■ **Goal of the exercise**
Would you please copy every line below that includes the string "position"?

━━━━━ Listed records

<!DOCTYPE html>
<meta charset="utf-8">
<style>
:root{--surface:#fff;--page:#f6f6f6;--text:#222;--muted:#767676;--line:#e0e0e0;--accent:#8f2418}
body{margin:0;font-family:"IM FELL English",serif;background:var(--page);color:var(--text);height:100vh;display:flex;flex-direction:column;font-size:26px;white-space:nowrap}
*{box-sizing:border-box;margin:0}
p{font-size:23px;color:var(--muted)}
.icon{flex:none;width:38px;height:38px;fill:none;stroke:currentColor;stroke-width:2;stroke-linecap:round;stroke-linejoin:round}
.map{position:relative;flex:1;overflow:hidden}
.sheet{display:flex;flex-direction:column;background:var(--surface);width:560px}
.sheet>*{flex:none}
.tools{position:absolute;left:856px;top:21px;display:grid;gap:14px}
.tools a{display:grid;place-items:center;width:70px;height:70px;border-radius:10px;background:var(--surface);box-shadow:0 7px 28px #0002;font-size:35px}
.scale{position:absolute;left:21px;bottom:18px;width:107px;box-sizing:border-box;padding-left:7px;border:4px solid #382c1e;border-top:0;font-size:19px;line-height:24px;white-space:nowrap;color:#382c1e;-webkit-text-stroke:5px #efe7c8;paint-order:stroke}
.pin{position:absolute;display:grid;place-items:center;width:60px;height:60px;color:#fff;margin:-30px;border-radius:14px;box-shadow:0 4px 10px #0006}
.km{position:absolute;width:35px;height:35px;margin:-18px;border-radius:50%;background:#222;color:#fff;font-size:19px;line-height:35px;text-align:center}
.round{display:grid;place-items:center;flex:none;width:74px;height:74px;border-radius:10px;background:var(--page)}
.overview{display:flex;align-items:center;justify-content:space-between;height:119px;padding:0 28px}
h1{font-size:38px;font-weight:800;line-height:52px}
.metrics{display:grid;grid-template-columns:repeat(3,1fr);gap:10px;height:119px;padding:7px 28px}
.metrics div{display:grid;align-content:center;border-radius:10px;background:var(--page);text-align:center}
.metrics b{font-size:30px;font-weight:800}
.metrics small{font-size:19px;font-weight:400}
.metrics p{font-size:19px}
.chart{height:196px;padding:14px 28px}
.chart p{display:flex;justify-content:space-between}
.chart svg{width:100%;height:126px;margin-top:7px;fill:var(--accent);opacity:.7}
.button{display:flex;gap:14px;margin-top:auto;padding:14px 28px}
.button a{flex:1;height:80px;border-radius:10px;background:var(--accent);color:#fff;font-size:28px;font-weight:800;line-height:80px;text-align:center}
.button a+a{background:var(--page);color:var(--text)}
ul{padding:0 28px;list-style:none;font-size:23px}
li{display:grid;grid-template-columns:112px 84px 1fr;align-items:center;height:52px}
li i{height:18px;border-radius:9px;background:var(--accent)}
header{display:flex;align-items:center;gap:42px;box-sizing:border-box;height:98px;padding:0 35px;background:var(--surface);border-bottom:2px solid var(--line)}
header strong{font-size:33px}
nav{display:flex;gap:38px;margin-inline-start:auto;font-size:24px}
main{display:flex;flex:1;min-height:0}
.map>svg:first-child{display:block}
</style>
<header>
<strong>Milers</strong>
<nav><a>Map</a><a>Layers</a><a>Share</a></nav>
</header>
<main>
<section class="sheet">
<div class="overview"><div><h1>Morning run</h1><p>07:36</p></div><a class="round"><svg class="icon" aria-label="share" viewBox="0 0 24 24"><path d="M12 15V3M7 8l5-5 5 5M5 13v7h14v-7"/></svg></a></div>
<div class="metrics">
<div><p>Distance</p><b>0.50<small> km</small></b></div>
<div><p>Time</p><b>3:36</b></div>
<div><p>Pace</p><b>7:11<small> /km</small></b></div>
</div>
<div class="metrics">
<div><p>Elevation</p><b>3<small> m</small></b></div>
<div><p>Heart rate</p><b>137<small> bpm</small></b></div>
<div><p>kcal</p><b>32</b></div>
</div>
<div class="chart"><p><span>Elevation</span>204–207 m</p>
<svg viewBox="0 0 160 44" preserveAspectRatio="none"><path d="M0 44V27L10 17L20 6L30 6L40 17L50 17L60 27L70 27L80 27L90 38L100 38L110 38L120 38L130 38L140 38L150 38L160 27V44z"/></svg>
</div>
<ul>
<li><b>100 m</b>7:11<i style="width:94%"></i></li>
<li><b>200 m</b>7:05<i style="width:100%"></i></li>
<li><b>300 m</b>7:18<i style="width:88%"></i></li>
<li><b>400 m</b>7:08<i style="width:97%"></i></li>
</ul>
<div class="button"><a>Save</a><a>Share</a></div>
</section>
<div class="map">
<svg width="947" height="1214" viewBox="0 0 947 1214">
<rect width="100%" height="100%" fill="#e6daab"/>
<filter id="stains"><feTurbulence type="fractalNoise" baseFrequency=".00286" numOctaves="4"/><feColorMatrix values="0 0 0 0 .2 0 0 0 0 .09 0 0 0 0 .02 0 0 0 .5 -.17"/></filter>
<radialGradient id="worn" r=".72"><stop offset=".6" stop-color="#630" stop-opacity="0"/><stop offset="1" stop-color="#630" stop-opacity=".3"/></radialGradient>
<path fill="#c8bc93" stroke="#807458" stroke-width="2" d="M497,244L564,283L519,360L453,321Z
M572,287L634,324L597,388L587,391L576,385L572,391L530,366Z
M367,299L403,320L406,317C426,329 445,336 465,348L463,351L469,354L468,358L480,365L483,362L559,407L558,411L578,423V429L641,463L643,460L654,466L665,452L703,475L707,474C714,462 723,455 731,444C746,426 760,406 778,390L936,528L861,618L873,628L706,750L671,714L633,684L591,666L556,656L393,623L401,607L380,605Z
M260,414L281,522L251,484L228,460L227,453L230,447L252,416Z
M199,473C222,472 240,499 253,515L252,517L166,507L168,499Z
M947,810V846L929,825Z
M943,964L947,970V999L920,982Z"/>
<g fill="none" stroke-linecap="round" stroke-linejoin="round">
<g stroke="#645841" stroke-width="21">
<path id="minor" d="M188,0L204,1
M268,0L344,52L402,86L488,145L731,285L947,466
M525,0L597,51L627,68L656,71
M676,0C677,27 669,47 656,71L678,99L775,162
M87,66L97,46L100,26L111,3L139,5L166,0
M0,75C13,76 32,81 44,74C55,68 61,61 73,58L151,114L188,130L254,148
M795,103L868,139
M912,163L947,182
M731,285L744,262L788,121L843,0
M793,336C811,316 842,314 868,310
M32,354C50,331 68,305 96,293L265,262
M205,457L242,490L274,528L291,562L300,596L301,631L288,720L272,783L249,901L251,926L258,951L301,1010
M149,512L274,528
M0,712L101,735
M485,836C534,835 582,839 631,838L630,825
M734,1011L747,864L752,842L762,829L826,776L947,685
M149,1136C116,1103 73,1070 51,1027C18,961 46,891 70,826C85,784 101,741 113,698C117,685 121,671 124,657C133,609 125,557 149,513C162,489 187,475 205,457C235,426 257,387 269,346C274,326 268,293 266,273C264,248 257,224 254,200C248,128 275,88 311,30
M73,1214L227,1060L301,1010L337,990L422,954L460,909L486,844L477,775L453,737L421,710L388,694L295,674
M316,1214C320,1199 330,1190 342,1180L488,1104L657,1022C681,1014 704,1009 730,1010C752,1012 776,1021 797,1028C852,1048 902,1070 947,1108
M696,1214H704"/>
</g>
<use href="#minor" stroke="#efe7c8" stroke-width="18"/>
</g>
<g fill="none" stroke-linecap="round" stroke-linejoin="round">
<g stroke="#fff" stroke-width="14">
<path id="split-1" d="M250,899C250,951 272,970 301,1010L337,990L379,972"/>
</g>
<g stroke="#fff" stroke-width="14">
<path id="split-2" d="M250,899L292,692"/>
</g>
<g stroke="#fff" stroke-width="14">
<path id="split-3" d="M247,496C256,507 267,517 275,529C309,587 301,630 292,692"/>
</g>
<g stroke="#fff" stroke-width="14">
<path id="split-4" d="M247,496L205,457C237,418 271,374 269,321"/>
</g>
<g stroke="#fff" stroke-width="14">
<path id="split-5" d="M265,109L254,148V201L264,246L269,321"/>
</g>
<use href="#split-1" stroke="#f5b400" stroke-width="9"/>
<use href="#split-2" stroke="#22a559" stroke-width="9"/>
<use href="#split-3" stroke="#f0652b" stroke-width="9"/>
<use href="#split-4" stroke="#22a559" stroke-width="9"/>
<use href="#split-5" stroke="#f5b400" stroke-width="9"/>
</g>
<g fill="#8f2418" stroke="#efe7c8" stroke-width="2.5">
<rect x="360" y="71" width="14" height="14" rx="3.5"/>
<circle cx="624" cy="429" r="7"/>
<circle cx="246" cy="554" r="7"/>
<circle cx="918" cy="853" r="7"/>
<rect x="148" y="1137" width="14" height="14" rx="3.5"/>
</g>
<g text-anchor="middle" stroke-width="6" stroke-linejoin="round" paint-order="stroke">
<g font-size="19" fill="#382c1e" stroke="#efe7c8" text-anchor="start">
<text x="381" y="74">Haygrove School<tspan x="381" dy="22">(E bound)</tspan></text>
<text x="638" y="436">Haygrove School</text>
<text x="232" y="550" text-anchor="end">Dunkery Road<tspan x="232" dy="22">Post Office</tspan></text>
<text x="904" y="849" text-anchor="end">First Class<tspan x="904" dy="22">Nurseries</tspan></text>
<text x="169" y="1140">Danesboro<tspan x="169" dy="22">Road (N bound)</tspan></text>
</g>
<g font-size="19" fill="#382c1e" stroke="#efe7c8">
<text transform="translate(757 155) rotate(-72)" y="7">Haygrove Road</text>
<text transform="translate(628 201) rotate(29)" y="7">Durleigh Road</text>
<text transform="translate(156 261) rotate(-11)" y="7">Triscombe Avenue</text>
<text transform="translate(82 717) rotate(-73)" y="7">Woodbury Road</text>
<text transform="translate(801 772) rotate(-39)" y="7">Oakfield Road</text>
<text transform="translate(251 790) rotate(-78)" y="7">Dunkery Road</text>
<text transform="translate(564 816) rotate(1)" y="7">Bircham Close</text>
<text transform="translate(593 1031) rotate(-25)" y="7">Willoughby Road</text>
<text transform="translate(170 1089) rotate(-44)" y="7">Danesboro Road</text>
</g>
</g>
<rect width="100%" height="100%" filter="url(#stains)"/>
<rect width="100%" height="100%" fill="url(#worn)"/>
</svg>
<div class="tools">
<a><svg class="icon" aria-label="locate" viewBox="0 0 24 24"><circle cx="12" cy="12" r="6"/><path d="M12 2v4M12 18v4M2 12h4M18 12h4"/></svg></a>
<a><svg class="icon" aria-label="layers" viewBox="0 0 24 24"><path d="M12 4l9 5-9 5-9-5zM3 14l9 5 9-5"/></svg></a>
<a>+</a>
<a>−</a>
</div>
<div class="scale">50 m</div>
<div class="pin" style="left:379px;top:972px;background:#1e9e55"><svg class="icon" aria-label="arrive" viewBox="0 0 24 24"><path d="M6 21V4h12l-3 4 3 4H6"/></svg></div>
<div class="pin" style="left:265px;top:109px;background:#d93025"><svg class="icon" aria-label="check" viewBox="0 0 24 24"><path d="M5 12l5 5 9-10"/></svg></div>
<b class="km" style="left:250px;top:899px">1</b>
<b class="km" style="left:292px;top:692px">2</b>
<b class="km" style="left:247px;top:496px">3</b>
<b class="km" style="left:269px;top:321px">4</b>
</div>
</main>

━━━━━━━━━━

■ **Your response**
.map{position:relative;flex:1;overflow:hidden}
.tools{position:absolute;left:856px;top:21px;display:grid;gap:14px}
.scale{position:absolute;left:21px;bottom:18px;width:107px;box-sizing:border-box;padding-left:7px;border:4px solid #382c1e;border-top:0;font-size:19px;line-height:24px;white-space:nowrap;color:#382c1e;-webkit-text-stroke:5px #efe7c8;paint-order:stroke}
.pin{position:absolute;display:grid;place-items:center;width:60px;height:60px;color:#fff;margin:-30px;border-radius:14px;box-shadow:0 4px 10px #0006}
.km{position:absolute;width:35px;height:35px;margin:-18px;border-radius:50%;background:#222;color:#fff;font-size:19px;line-height:35px;text-align:center}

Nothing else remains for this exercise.